(Work required): Search the listing below for the word "structure" and copy each line where it appears.

(Supplied records):

· · · ·

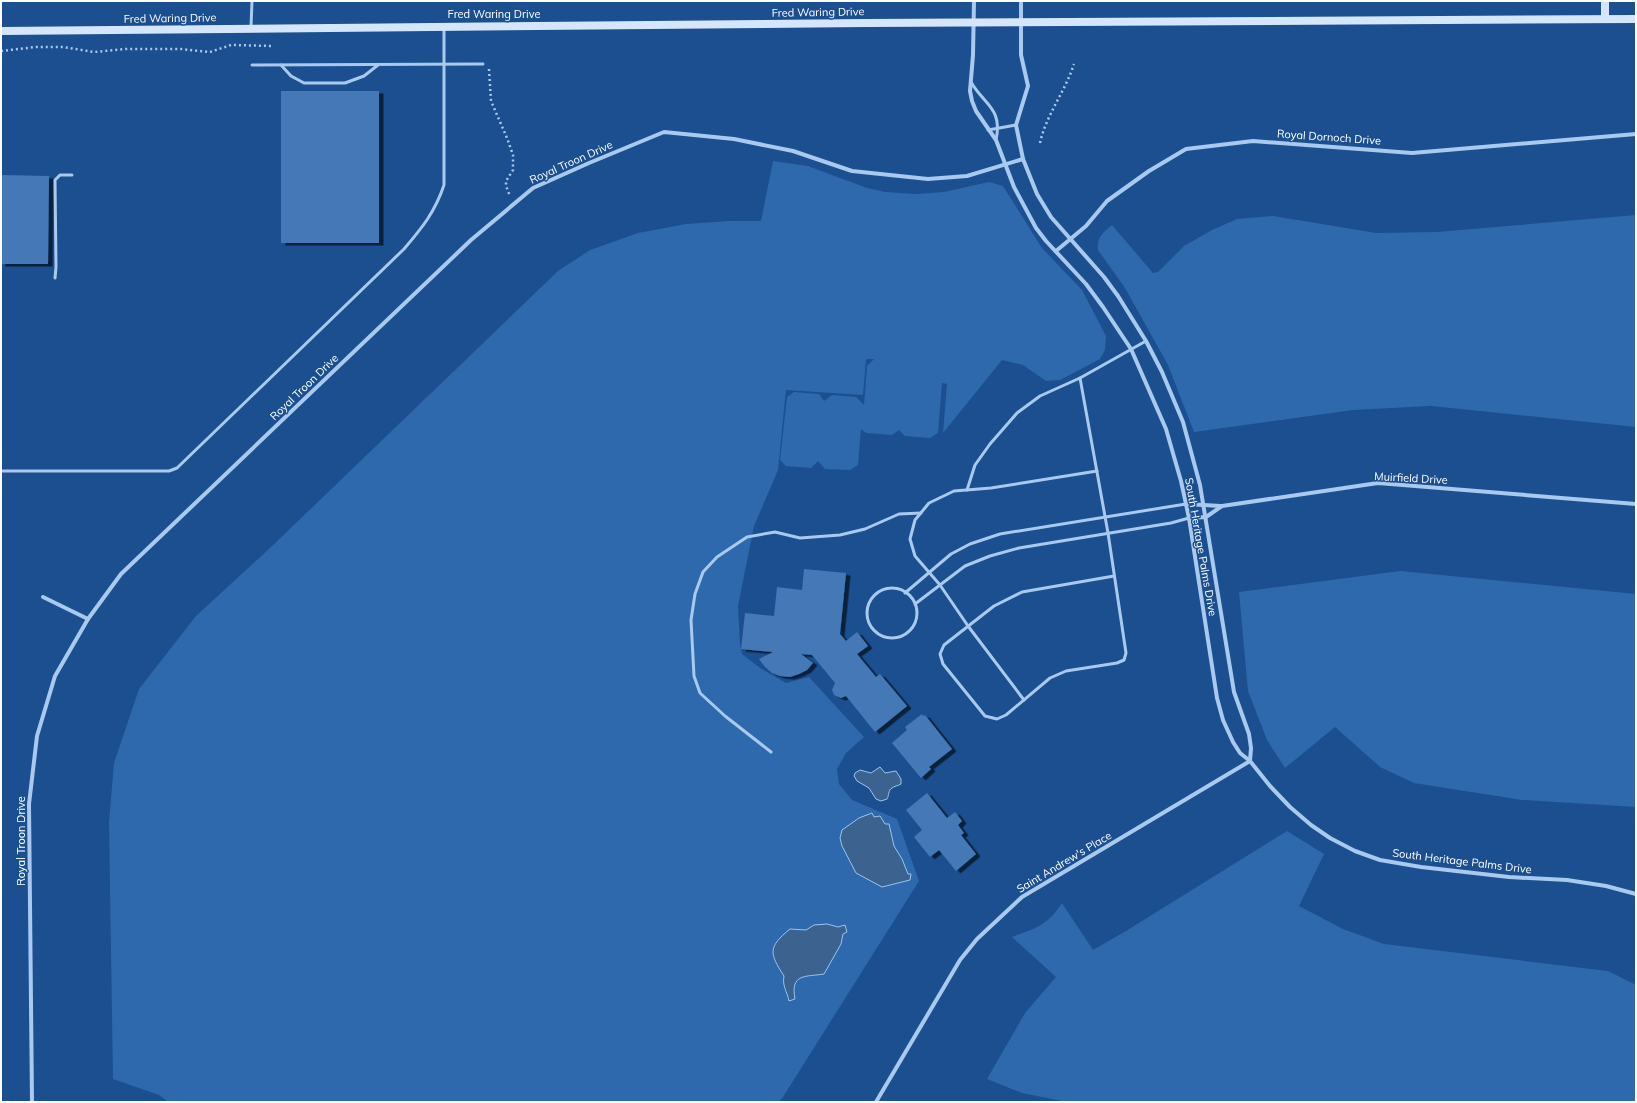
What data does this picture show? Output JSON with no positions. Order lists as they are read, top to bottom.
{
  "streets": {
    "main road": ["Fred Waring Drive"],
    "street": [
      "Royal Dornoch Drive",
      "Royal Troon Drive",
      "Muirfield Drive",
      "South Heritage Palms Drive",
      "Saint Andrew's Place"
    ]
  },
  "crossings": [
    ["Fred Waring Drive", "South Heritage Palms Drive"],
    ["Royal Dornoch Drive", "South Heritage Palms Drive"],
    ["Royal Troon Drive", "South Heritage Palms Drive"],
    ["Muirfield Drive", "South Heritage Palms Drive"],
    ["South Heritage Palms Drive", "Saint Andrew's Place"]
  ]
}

· · · ·

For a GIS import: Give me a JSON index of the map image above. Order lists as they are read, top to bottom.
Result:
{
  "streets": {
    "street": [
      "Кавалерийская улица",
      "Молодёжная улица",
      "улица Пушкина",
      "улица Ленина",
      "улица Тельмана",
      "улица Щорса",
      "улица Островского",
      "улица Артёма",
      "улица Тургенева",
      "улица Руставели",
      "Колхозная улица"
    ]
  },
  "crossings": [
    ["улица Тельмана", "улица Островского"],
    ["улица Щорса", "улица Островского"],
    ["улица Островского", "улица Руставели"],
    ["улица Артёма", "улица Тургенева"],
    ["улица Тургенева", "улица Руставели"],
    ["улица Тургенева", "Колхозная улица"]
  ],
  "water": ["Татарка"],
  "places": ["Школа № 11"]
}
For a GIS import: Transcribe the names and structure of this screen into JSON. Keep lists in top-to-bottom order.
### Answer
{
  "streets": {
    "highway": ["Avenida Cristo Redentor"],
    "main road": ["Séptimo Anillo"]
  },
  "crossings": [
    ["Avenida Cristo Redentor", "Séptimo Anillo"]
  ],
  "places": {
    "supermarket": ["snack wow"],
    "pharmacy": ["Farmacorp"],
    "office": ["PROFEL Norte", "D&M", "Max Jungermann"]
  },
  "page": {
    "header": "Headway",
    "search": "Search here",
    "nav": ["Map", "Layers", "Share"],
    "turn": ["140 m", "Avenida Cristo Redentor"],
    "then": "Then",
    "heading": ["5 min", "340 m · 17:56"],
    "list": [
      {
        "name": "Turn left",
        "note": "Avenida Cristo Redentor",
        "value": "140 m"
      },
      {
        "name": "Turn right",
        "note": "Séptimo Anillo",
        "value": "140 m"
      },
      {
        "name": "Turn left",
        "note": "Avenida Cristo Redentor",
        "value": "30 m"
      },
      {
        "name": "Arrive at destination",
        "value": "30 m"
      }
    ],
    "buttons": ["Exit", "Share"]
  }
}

· · · ·

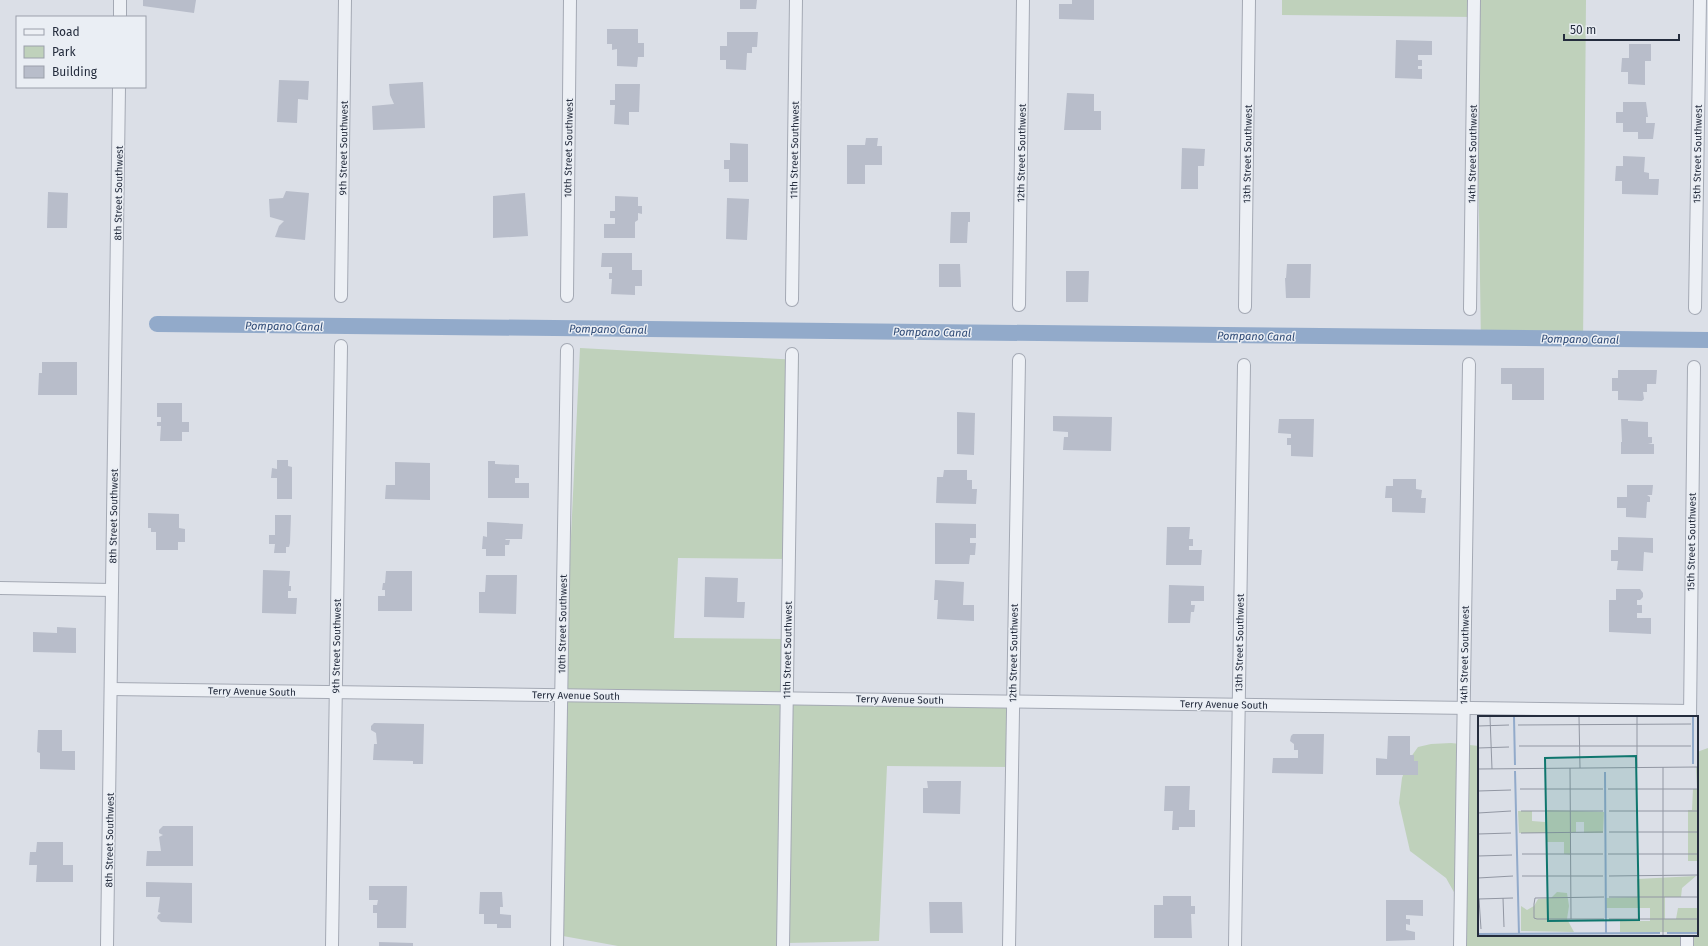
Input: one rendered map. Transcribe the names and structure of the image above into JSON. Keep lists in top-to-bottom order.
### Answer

· · · ·

(Reply):
For a GIS import: Transcribe the names and structure of this screen into JSON. Keep lists in top-to-bottom order.
Input: one rendered map. Transcribe the names and structure of the image above into JSON. Keep lists in top-to-bottom order.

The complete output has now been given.